Treat the UI status as ground truth: - “Retrieved N sources” ⇒ retrieval ran and produced chunks - “No sources found” ⇒ retriever returned nothing

Step 3 — Tail logs during queries, not only ingestion

Ingestion logs can look healthy (“embeddings generated”, “added to collection”) while query-time retrieval still fails. So log at query time and filter for retrieval keywords:

watch for hybrid, bm25, query_doc_with_hybrid_search, query_doc, error, traceback

# inspect what's running
$ docker ps --format "table {{.Names}}\t{{.Image}}\t{{.Ports}}"
# assuming Open WebUI runs as ai-open-webui-1
$ docker logs -f ai-open-webui-1 | egrep -i "hybrid|bm25|exception|traceback|error|query_doc_with_hybrid_search"

Step 4 — Run controlled A/B tests on Hybrid Search

The exact sequence that isolated the issue:

Hybrid OFF → query CONTROL_NEEDLE_ABC123 → confirm sources appear
Hybrid ON → same query → observe “No sources found” + result [[]] [[]]
Hybrid ON with BM25 weight near zero (semantic-only hybrid) → still “No sources found”

That third step matters because it tells you the problem is not “BM25 returned nothing.” The hybrid wrapper path itself is returning empty results.

Step 5 — Pin Open WebUI to stabilize the investigation

To eliminate “moving target” debugging, pin Open WebUI to a known tag:

ghcr.io/open-webui/open-webui:0.7.2

Verify pinning via Docker:

docker inspect ai-open-webui-1 --format '{{.Config.Image}}'

Note: /_app/version.json may show a commit SHA; the Docker image tag is the stable identifier for reproducibility.
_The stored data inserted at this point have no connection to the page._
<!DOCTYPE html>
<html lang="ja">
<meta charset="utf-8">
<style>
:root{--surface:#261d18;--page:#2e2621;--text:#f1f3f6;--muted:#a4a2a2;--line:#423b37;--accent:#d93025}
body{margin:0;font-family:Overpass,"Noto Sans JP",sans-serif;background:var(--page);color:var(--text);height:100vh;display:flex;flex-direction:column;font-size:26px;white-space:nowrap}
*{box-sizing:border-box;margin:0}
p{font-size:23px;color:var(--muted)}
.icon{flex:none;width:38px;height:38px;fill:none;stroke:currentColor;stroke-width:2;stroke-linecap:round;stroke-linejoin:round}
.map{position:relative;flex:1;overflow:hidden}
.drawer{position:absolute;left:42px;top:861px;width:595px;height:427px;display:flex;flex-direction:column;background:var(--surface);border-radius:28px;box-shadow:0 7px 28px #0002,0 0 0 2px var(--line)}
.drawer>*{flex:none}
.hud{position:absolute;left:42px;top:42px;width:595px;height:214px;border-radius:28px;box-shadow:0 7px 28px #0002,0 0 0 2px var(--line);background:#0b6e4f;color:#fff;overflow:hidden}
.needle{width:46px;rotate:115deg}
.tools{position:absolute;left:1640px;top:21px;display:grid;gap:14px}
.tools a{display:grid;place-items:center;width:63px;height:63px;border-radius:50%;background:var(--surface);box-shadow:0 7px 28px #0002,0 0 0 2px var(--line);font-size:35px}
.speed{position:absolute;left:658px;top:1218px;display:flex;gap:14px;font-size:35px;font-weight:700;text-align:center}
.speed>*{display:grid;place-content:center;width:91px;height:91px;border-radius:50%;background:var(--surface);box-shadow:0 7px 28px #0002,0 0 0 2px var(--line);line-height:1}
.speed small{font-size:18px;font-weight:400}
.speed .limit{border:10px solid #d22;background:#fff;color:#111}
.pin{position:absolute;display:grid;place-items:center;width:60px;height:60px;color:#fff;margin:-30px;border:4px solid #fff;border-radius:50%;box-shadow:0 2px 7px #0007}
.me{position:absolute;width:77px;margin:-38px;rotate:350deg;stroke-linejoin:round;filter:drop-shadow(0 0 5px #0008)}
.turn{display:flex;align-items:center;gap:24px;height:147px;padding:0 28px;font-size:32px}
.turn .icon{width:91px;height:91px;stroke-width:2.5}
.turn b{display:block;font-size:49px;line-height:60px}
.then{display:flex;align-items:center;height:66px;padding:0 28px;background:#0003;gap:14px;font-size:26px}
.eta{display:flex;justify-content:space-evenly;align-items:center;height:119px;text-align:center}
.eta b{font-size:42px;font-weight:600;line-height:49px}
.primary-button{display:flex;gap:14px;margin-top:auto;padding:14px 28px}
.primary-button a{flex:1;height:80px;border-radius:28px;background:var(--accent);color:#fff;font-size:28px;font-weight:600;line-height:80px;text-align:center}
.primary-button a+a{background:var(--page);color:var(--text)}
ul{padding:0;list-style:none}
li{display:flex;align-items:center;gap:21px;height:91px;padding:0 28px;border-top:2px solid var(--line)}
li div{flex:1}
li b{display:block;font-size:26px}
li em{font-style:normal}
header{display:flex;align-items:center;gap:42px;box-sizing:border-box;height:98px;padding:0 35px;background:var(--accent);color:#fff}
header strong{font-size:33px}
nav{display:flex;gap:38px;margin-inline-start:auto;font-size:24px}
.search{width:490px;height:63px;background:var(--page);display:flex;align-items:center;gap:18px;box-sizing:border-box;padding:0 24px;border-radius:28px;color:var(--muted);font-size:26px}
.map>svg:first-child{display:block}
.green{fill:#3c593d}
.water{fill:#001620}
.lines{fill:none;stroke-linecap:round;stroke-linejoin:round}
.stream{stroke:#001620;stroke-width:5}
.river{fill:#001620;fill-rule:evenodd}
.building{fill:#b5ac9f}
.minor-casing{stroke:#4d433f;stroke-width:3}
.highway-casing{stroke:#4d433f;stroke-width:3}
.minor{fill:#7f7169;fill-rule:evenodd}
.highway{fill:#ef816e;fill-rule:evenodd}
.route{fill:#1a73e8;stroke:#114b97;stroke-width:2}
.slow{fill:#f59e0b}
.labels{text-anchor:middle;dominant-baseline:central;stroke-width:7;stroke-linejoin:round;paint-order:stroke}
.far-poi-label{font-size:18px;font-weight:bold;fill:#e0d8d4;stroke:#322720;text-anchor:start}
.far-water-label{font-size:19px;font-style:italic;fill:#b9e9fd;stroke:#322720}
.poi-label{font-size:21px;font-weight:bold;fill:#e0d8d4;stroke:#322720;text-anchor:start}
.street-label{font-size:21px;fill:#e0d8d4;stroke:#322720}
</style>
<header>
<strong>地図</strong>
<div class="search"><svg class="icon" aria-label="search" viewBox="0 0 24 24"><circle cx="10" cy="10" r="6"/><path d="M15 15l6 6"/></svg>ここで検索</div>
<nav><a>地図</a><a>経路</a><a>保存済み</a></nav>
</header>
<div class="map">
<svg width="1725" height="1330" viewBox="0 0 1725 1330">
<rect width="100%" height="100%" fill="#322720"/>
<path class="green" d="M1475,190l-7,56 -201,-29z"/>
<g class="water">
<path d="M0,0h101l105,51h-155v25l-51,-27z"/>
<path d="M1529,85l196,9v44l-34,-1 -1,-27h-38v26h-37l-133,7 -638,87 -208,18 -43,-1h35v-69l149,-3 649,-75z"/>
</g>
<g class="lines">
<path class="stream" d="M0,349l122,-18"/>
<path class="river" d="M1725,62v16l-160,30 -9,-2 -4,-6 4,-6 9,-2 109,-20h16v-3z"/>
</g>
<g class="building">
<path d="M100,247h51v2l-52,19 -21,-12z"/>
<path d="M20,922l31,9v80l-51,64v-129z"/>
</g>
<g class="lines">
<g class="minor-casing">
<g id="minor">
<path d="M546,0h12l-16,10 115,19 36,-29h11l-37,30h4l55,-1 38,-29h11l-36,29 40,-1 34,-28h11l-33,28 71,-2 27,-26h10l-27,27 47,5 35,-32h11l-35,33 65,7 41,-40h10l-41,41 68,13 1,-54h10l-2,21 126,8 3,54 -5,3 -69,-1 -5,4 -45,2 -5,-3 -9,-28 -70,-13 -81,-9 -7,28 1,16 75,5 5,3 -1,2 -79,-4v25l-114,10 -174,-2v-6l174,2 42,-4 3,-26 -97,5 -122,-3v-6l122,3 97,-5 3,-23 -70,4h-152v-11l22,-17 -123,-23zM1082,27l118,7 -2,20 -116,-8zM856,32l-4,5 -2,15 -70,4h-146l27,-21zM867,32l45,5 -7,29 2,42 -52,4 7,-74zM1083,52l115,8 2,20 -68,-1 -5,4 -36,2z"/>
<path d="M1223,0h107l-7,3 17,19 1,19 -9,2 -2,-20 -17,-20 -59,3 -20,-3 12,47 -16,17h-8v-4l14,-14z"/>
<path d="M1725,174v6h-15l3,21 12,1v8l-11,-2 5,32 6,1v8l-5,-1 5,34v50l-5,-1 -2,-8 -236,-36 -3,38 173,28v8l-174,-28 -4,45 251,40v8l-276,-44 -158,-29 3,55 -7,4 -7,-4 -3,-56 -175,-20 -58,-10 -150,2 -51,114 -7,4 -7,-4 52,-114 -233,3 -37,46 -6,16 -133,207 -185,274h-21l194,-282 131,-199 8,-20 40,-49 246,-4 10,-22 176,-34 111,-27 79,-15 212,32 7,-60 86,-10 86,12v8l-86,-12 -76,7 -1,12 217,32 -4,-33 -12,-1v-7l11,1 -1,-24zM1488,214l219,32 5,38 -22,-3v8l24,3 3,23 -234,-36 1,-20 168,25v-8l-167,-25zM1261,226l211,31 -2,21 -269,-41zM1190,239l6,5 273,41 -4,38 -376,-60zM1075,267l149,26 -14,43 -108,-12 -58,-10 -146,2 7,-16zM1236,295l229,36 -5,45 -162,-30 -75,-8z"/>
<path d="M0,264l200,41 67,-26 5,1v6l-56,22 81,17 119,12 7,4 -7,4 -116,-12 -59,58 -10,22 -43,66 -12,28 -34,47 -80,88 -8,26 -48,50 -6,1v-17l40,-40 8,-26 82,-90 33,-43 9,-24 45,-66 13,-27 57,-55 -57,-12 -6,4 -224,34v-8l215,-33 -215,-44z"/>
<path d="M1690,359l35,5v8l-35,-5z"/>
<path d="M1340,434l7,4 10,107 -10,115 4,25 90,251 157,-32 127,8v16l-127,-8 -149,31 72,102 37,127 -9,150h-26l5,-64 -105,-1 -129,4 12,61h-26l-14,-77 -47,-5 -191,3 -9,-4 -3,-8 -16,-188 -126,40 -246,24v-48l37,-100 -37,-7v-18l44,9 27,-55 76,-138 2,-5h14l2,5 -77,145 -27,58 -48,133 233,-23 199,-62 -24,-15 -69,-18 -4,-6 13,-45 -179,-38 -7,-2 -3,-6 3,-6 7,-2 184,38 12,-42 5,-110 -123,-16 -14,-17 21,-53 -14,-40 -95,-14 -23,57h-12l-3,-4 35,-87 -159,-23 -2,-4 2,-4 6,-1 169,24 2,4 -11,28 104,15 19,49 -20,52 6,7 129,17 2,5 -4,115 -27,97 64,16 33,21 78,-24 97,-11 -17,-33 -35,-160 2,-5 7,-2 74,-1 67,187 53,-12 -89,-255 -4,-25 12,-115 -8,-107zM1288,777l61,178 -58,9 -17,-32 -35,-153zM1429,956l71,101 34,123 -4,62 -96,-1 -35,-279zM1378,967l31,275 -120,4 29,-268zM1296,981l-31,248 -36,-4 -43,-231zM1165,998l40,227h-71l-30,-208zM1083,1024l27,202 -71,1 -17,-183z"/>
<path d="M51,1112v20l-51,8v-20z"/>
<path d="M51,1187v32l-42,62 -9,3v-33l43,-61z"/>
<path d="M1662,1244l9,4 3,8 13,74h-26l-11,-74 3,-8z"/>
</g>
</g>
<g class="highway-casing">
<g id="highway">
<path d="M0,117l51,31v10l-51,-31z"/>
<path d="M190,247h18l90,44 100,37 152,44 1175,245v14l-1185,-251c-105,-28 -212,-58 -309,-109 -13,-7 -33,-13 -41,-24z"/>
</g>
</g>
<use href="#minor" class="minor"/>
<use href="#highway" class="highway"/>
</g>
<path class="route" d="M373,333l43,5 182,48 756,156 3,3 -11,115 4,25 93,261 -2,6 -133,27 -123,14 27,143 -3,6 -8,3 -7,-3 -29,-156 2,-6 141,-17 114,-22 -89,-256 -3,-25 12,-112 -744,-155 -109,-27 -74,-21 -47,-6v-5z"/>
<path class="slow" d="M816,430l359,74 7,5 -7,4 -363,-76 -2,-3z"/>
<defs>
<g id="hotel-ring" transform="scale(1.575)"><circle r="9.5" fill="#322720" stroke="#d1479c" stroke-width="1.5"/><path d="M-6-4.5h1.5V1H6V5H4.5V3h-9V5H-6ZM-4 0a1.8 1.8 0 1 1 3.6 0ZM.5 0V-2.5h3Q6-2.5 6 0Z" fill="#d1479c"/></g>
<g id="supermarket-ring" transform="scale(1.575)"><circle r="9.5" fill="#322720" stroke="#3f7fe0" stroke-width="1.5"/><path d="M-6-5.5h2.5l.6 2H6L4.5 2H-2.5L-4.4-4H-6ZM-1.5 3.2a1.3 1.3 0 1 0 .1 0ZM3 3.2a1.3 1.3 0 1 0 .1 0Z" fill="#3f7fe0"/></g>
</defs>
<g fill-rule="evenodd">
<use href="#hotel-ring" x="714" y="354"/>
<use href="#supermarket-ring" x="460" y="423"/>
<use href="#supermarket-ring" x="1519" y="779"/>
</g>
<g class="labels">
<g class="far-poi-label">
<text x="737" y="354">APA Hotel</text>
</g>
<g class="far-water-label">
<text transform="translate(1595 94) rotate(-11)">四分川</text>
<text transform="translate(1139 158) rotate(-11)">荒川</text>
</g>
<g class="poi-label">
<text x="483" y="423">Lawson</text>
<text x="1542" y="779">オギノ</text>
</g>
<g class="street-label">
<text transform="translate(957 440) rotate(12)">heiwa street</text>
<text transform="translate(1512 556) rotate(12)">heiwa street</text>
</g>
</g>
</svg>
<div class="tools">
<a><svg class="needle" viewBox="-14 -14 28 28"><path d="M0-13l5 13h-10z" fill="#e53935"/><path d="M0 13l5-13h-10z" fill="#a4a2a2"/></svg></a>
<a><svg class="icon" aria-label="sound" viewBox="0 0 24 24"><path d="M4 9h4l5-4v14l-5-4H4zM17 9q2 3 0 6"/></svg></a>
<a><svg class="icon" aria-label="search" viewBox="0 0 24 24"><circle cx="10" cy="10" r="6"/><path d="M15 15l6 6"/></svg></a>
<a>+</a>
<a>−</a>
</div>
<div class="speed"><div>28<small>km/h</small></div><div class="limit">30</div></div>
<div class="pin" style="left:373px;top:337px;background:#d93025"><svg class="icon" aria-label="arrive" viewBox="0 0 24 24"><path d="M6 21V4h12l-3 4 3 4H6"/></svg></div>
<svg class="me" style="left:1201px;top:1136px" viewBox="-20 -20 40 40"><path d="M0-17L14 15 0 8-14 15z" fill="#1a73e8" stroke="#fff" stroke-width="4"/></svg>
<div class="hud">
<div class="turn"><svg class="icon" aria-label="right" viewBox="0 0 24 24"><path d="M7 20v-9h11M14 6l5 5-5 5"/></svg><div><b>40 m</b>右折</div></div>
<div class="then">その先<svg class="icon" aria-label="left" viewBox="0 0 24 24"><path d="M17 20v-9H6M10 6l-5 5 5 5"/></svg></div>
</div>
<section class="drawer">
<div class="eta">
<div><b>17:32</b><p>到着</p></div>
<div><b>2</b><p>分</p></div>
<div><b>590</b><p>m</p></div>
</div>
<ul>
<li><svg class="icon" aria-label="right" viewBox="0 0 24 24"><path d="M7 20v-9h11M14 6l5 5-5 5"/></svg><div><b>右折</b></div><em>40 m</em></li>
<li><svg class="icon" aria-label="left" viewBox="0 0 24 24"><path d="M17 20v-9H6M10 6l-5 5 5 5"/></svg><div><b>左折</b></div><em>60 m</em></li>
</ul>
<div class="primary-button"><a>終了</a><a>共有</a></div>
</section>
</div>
Accuracy check: We validated retrieval success in non-hybrid mode with “Retrieved sources” responses, validated hybrid failure via UI and logs (query_doc_with_hybrid_search:result [[]] [[]]), and confirmed pinning to 0.7.2.

Conclusion

The biggest takeaway wasn’t “hybrid mode didn’t work.” It was the set of operational lessons that make any RAG system easier to trust.

1) Treat RAG like a pipeline, not a feature

When an answer is wrong, the culprit could be:

ingestion (did the text extract?)
chunking (did it split sensibly?)
embedding (did vectors get created?)
retrieval (did search return candidates?)
reranking (did it reorder them well?)
prompting (did the model cite sources and stay grounded?)
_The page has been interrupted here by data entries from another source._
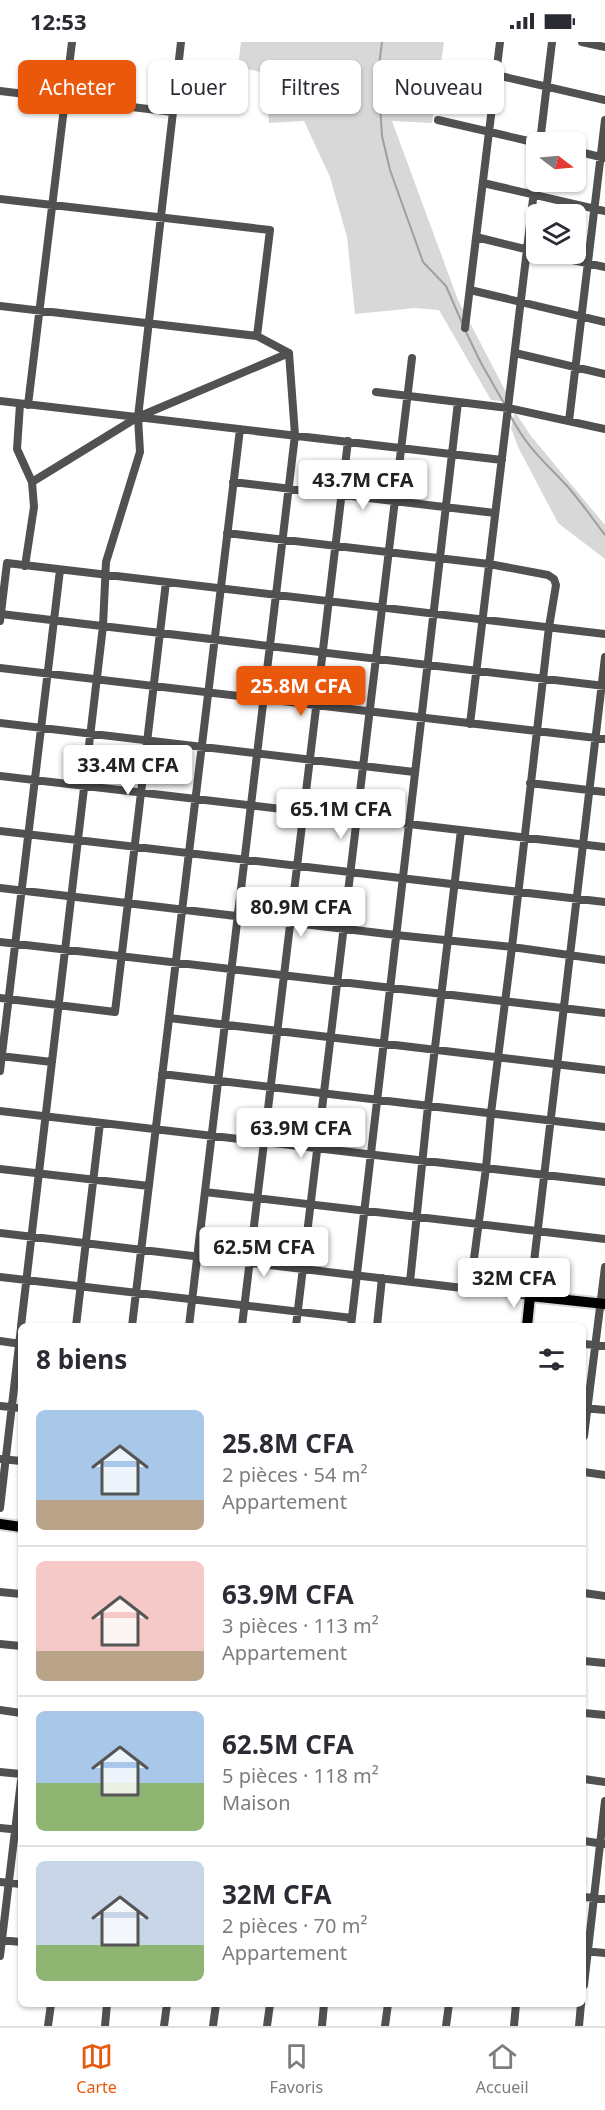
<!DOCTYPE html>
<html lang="fr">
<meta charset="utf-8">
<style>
:root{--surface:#fff;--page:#f2f2f3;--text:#2b2b33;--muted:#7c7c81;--line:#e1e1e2;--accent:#ea580c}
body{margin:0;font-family:"Noto Sans",sans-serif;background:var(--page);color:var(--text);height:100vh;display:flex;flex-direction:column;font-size:22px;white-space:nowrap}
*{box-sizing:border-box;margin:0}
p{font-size:20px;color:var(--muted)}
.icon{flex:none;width:33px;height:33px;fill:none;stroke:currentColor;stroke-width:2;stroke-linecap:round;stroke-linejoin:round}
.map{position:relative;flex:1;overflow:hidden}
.drawer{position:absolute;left:18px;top:1281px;width:568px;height:684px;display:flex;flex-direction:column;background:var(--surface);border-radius:9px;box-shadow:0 2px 4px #0004}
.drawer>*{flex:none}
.hud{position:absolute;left:18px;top:18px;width:570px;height:54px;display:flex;gap:12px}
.needle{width:39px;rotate:106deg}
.tools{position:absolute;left:526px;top:90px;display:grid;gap:12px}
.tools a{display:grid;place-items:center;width:60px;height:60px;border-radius:9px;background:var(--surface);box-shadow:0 2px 4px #0004;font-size:30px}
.price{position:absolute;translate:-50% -51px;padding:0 14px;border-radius:6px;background:#fff;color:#222;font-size:20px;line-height:39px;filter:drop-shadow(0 2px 3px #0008)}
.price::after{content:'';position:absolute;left:50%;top:36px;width:18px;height:14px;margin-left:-9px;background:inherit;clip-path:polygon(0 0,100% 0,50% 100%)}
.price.on{background:var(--accent);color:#fff}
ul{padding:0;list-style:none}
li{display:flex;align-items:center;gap:18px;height:150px;padding:0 18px}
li+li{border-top:2px solid var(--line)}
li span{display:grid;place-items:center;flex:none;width:168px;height:120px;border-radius:9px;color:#555}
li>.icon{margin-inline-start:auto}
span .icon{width:72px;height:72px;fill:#fffc;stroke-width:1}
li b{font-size:26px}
h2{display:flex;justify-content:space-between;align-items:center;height:72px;padding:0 18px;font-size:26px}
.tag{padding:0 21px;border-radius:9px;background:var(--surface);box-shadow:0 2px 4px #0004;font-size:21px;line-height:54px}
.tag.on{background:var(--accent);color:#fff}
.status{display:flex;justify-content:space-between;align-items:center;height:42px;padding:0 30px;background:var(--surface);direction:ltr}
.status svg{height:16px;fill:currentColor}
.tabs{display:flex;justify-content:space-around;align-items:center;height:84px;border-top:2px solid var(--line);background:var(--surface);font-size:16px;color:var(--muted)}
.tabs a{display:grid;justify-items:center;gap:3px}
.tabs .on{color:var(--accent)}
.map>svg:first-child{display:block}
.green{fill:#d8d8d8}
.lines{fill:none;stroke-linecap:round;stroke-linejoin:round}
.stream{stroke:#9f9f9f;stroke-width:2}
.major-casing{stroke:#dbdbdb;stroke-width:14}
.minor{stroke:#515151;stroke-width:8}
.major{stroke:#000;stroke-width:10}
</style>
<div class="status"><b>12:53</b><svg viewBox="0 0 49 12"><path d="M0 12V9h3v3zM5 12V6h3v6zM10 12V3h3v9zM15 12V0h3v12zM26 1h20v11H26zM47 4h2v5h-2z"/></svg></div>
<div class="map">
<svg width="605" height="1984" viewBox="0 0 605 1984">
<rect width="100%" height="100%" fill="#fff"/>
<path class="green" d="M241,0H444L432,81L392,79L458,258L506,350L508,360L491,358L439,268L415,266L355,272L347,195L330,135L304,79L269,81L265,31L238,25Z
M515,370L531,394L605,483V517L558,481L518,405L511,386Z"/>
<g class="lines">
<path class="stream" d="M382,0L379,23L380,63L382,94L390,128L423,220L446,244L463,283
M465,288L481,321L505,363
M510,373C527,406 544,419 568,445C581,460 593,477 605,493"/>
<defs>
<path id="major" d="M527,1284L530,1254L605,1262
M0,1482L21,1485"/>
</defs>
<use href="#major" class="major-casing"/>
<path class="minor" d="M582,0L605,5
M496,33L605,58
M0,49L173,70
M438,78L537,101
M540,100L552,0
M576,109L605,116
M483,141L605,169
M0,157L270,188L257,294
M476,195L537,210
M545,212L605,225
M470,248L605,280
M0,264L257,294L289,311L295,393L189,1284
M465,286L500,0
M515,311L605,332
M376,350L508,366L605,387
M0,359L502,418
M20,362L17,407L32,440L34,465L25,524
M28,363L72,0
M569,379L605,78
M32,440L138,375L289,311
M233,440L495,471
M227,491L489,522L548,533L554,537L556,543L549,585L512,905L491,1071L486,1126L470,1247
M1,572L605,644
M0,579L7,521L605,592
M0,626L605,697
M0,681L414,730
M470,682L537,124
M0,734L605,805
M530,741L605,750
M0,789L605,860
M0,846L396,893L512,905L605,918
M0,900L605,971
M0,956L115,970L166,540
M169,976L605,1028
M0,1014L52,1020
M0,1029L60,528
M162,1032L605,1085
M0,1069L605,1140
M0,1127L149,1144
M205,1150L605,1197
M0,1191L530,1254L605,615
M0,1235L352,1276
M410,1240L428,1064L461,788
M21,1284L103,584L106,520L140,410L138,375L181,0
M76,1284L100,1081
M132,1284L240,387
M242,1284L348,399
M296,1284L412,316
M351,1284L458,360
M377,1284L382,1236
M0,1299L21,1302
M584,1302L605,1304
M0,1364L21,1366
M584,1366L605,1368
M584,1394L605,1225
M0,1417L21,1419
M584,1430L605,1433
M0,1466L21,1286
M0,1550L21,1552
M584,1551L605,1554
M0,1602L21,1604
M584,1619L605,1621
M0,1668L21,1671
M584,1671L605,1673
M0,1730L21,1732
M584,1737L605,1740
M0,1786L21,1788
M584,1799L604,1802
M0,1840L21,1842
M584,1855L605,1857
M0,1898L21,1900
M584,1909L605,1911
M0,1914L21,1739
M584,1943L605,1759
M48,1984L51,1962
M105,1984L107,1962
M164,1984L167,1962
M213,1984L216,1962
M267,1984L270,1962
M322,1984L324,1962
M385,1984L388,1962
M446,1984L449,1962
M514,1984L516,1962
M579,1984L581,1962"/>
<use href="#major" class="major"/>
</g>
</svg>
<div class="tools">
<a><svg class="needle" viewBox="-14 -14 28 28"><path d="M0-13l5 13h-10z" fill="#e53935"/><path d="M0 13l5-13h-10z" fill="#7c7c81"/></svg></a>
<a><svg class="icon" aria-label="layers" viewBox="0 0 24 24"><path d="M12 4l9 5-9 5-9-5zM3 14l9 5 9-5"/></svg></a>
</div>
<b class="price" style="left:363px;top:469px">43.7M CFA</b>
<b class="price on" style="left:301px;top:675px">25.8M CFA</b>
<b class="price" style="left:128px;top:754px">33.4M CFA</b>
<b class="price" style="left:341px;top:798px">65.1M CFA</b>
<b class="price" style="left:301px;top:896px">80.9M CFA</b>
<b class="price" style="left:301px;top:1117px">63.9M CFA</b>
<b class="price" style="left:264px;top:1236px">62.5M CFA</b>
<b class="price" style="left:514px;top:1267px">32M CFA</b>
<div class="hud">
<a class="tag on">Acheter</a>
<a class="tag">Louer</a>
<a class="tag">Filtres</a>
<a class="tag">Nouveau</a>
</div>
<section class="drawer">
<h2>8 biens<svg class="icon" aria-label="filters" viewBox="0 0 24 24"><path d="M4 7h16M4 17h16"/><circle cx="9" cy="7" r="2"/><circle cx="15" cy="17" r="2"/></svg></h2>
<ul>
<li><span style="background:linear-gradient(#a9c7e8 75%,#b9a48a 0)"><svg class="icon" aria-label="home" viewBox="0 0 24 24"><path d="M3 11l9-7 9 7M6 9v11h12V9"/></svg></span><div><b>25.8M CFA</b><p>2 pièces · 54 m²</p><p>Appartement</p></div></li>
<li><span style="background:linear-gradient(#f6c9c9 75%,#b9a48a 0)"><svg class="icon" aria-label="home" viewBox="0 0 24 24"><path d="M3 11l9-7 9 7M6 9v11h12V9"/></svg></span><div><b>63.9M CFA</b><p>3 pièces · 113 m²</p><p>Appartement</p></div></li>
<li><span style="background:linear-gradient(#a9c7e8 60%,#8fb573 0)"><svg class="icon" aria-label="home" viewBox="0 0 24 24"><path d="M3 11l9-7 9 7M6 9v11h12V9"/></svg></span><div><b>62.5M CFA</b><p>5 pièces · 118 m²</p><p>Maison</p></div></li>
<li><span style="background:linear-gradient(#c9d6e8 70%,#8fb573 0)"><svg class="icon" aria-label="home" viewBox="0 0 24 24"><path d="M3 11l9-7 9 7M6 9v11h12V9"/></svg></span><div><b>32M CFA</b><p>2 pièces · 70 m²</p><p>Appartement</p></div></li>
</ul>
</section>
</div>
<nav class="tabs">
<a class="on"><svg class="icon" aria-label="map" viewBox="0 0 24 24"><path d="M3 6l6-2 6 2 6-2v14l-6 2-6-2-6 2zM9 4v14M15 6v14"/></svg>Carte</a>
<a><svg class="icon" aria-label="saved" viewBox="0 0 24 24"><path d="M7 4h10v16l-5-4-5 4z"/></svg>Favoris</a>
<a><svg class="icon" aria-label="home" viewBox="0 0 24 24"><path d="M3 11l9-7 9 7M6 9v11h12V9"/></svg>Accueil</a>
</nav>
When the UI says “No sources found,” the diagnosis is straightforward: retrieval returned nothing.

2) Build reusable control probes

A single-file control needle (CONTROL_NEEDLE_ABC123) is a perfect smoke test:

if it fails, you’re not debugging semantics—you’re debugging plumbing

3) A/B toggles are the fastest path to root cause

Comparing Hybrid ON vs OFF using the same KB and the same prompt turned an ambiguous problem (“RAG is flaky”) into a precise one (“hybrid retrieval path returns empty results”).

4) Pin versions when debugging behavior

Pinning Open WebUI to a release tag reduced uncertainty and made observations reproducible—essential for:

documenting behavior accurately,
reporting issues upstream,
and building confidence before indexing large, real-world corpora locally.

In the end, the environment remained productive by relying on the parts that behaved deterministically in this lab. But the real win was learning how to instrument and validate a local RAG pipeline—because that’s what turns a cool demo into a tool you can trust during real research.